Personal information
- Date of birth: May 10, 1948
- Place of birth: Jerusalem, Mandatory Palestine
- Date of death: August 5, 2026 (aged 78)
- Position: Defender

Youth career
- Beitar Jerusalem

Senior career*
- Years: Team / Apps / (Gls)
- 1966–1969: Beitar Jerusalem
- 1969–1971: Maccabi Netanya
- 1971–1973: Beitar Jerusalem

International career
- 1968: Israel / 3 / (0)

= Shimon Charnuha =

Israeli footballer (1948–2026)

Shimon Charnuha (שמעון צ'רנוחה; May 10, 1948 – August 5, 2026) was an Israeli footballer who played as a defender for Maccabi Netanya and Beitar Jerusalem. He was the first Beitar Jerusalem player to represent the national team. He had his debut on 10 January 1968 against Belgium.

==Biography==
Charnuha was born into a Jewish-Ukrainian family from the Kharkiv region. He was the son of Holocaust survivors; his father had left a wife and four children behind in Auschwitz, whilst his mother left the camp with just one child. His parents met after the Second World War in a displaced persons' camp in Germany and subsequently emigrated to Israel when he was nine months old. He played for Beitar Jerusalem's youth team and, at the age of 15, was promoted to the first team by manager Samuel Raznik, who was impressed by his abilities. During those years, he took over the leadership of the Beitar defence from Shaul 'the King' Mizrahi and played alongside the team's stars: Dr Raul Geller, Udi Robovitz, Chaim Azoulay and Yitzhak Monse. He initially played for Beitar whilst the club was still in the second division, until the 1966–68 season, during which Beitar secured promotion to the top flight.
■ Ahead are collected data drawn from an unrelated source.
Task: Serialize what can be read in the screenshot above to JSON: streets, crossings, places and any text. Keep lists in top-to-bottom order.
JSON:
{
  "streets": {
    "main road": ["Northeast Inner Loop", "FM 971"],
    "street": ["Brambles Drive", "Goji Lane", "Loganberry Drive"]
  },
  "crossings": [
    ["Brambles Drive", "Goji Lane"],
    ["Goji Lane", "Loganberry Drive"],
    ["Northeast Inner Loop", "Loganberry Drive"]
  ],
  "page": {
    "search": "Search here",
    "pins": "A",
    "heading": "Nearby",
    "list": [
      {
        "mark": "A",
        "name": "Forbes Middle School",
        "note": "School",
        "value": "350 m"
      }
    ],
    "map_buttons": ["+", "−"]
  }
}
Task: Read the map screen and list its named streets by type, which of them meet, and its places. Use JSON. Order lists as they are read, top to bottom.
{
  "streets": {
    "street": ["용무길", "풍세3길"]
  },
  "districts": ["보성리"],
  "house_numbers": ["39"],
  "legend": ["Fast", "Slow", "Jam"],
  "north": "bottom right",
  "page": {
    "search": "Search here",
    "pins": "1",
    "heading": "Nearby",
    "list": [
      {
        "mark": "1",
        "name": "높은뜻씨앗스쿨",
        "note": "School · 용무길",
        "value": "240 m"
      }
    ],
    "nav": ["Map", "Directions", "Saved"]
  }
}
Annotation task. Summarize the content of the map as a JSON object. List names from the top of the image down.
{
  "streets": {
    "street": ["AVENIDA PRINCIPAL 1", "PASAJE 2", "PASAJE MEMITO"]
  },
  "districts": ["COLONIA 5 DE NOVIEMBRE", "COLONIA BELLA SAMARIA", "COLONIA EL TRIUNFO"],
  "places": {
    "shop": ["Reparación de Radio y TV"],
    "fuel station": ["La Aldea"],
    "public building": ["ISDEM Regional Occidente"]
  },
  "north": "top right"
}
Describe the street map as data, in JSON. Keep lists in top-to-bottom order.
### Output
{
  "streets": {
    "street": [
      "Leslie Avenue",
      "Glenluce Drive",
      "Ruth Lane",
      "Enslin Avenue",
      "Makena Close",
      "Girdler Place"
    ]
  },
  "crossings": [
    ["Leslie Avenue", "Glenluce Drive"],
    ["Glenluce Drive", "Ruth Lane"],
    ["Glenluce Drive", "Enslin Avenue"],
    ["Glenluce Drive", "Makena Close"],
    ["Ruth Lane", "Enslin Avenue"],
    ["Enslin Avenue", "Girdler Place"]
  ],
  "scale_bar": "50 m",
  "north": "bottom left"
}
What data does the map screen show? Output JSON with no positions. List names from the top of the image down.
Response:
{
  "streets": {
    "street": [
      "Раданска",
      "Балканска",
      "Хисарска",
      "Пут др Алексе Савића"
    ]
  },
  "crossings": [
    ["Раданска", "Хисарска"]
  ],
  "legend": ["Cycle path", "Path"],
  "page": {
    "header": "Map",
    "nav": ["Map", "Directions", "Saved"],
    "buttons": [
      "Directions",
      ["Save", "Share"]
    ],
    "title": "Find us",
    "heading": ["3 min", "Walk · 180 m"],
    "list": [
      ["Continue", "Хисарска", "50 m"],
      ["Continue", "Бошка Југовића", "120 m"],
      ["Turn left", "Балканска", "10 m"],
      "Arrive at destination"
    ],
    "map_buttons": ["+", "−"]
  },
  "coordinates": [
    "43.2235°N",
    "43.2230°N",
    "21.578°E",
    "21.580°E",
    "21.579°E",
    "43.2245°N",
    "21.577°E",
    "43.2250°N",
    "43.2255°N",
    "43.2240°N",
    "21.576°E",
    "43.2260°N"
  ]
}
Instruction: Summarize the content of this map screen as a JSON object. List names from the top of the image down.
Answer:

He spent the bulk of his career, from the youth team until 1972, at Beitar Jerusalem, with the exception of one season (1970–1971), during which he played for Maccabi Netanya and won his only title there – that season’s league championship. At the end of the 1972 season, he left Beitar following a falling-out with the club chairman, Jehoshua Matzah, and moved to Shimshon Tel Aviv.

Charnuha died on August 5, 2026, at the age of 78.